Unity Catalog Integration
Microsoft Fabric Integration
Real-Time Analytics with Eventhouse
Advanced Patterns

🗄️ Unity Catalog Integration¶

🔐 Unified Data Governance Unity Catalog provides centralized governance, security, and discoverability for data and AI assets across clouds.

Overview¶

Unity Catalog integration with Azure Synapse enables:

Centralized Metadata Management: Single source of truth for data assets
Fine-Grained Access Control: Column-level and row-level security
Data Lineage Tracking: End-to-end visibility of data flows
Multi-Cloud Support: Consistent governance across environments

Architecture Pattern¶

graph LR
    A[Unity Catalog] --> B[Azure Synapse Spark]
    A --> C[Azure Databricks]
    A --> D[External Compute]

    B --> E[Delta Tables]
    C --> E
    D --> E

    E --> F[ADLS Gen2]

    A --> G[Governance Layer]
    G --> H[Access Control]
    G --> I[Data Lineage]
    G --> J[Audit Logs]

    style A fill:#FF6B6B
    style B fill:#4ECDC4
    style E fill:#95E1D3
    style G fill:#F7DC6F

Configuration Example¶

# Configure Unity Catalog connection in Synapse Spark
from pyspark.sql import SparkSession

# Initialize Spark with Unity Catalog
spark = SparkSession.builder \
    .appName("UnifyCatalogIntegration") \
    .config("spark.databricks.unityCatalog.enabled", "true") \
    .config("spark.databricks.unityCatalog.metastore", "azuredatabricks://your-workspace") \
    .config("spark.databricks.delta.preview.enabled", "true") \
    .getOrCreate()

# Set the default catalog
spark.sql("USE CATALOG main")
spark.sql("USE SCHEMA analytics")

# Create a managed table in Unity Catalog
spark.sql("""
    CREATE TABLE IF NOT EXISTS customer_metrics (
        customer_id STRING,
        total_purchases DECIMAL(10,2),
        avg_order_value DECIMAL(10,2),
        last_purchase_date DATE,
        customer_segment STRING
    )
    USING DELTA
    LOCATION 'abfss://unity-catalog@storage.dfs.core.windows.net/customer_metrics'
    COMMENT 'Customer aggregated metrics'
    TBLPROPERTIES (
        'quality' = 'gold',
        'owner' = 'analytics-team',
        'pii_data' = 'false'
    )
""")

print("Unity Catalog table created successfully")

Access Control Pattern¶

# Grant permissions using Unity Catalog
def setup_unity_catalog_permissions():
    """Configure fine-grained access control in Unity Catalog."""
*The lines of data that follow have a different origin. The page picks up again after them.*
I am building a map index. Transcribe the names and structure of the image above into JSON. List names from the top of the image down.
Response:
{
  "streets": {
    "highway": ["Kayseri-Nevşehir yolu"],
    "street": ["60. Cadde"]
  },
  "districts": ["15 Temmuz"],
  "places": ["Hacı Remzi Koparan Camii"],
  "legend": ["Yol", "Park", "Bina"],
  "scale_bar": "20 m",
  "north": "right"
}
    # Grant SELECT privilege to analytics team
    spark.sql("""
        GRANT SELECT ON TABLE main.analytics.customer_metrics
        TO `analytics-team@company.com`
    """)

    # Grant column-level access - hide sensitive columns
    spark.sql("""
        GRANT SELECT (customer_id, customer_segment, last_purchase_date)
        ON TABLE main.analytics.customer_metrics
        TO `business-users@company.com`
    """)

    # Row-level security using row filters
    spark.sql("""
        CREATE ROW FILTER IF NOT EXISTS customer_region_filter
        ON main.analytics.customer_metrics
        AS (region_id = current_user_metadata('region'))
    """)

    # Apply the row filter to specific groups
    spark.sql("""
        ALTER TABLE main.analytics.customer_metrics
        SET ROW FILTER customer_region_filter
        ON TO `regional-managers@company.com`
    """)

    print("Unity Catalog permissions configured")

# Execute permission setup
setup_unity_catalog_permissions()

Data Lineage Tracking¶

# Query Unity Catalog for data lineage
def get_table_lineage(catalog_name, schema_name, table_name):
    """Retrieve lineage information from Unity Catalog."""

    lineage_query = f"""
        SELECT
            source_table_full_name,
            source_table_type,
            target_table_full_name,
            target_table_type,
            operation_type,
            created_by,
            created_at
        FROM system.access.table_lineage
        WHERE target_table_full_name = '{catalog_name}.{schema_name}.{table_name}'
        ORDER BY created_at DESC
    """

    lineage_df = spark.sql(lineage_query)
    lineage_df.show(truncate=False)

    return lineage_df

# Get lineage for customer_metrics table
lineage_data = get_table_lineage("main", "analytics", "customer_metrics")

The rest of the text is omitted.